• **Problem requirements**: Line by line, count where the string "JSON" appears in the listing, then give the number of such lines alone.

[Extracted data — start]

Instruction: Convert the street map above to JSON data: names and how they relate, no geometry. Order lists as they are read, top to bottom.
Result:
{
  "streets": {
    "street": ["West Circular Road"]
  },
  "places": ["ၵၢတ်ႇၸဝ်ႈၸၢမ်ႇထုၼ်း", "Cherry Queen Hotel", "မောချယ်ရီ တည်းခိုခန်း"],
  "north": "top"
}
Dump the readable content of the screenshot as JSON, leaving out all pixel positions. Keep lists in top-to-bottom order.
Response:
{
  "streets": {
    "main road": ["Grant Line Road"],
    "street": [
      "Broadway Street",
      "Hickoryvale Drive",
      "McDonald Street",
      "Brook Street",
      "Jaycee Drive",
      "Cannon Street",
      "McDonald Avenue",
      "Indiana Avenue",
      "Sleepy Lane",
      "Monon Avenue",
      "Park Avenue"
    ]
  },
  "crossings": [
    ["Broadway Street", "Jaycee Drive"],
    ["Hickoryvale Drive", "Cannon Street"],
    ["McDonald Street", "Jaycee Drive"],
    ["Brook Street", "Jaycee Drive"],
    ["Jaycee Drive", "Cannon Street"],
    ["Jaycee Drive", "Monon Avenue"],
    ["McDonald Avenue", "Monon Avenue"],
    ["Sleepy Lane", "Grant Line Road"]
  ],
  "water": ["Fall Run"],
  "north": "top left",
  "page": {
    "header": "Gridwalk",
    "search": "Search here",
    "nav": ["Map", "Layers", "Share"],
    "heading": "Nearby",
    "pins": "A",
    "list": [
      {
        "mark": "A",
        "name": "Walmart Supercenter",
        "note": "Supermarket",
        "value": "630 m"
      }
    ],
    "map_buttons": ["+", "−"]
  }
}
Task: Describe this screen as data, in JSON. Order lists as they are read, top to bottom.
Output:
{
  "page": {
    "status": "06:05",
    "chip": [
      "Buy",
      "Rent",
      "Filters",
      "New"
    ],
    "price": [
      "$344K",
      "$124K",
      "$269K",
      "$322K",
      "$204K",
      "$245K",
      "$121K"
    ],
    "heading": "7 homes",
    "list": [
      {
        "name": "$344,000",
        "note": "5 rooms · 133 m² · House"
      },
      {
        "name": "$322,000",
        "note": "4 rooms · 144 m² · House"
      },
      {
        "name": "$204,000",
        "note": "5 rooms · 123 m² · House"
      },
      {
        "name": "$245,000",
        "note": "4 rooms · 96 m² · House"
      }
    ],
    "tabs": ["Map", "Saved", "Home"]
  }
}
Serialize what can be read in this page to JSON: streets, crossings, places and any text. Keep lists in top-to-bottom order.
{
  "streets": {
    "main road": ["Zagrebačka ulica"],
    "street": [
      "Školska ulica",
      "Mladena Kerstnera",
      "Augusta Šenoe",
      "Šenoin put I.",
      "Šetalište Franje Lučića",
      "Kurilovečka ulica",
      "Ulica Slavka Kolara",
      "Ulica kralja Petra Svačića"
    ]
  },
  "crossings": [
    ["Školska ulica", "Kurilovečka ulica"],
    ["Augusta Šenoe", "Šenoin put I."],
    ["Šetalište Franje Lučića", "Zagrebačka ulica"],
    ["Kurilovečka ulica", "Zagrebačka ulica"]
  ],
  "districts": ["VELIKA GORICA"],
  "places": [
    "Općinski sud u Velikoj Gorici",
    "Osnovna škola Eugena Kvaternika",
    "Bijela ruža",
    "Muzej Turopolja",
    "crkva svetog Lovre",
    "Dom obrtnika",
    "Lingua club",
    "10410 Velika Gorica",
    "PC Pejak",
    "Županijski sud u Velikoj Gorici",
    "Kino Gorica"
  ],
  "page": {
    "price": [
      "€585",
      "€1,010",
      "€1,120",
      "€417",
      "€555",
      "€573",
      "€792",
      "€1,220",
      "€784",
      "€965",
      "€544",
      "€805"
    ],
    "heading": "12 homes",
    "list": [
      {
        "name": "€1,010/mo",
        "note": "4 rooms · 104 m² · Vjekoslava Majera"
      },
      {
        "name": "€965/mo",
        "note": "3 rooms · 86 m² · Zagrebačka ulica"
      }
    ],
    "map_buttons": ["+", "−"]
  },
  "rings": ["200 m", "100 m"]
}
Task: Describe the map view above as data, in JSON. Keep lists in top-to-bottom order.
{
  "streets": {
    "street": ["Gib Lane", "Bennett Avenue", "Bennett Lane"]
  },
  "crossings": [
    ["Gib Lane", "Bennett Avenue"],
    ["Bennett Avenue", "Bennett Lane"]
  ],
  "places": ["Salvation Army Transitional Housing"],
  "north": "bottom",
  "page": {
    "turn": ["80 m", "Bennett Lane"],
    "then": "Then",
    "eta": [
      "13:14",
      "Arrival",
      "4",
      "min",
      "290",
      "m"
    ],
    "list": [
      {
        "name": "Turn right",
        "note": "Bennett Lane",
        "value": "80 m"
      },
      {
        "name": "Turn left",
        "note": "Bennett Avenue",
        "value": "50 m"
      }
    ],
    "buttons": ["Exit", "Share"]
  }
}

[Extracted data — finish]

• **Answer for this exercise**: 5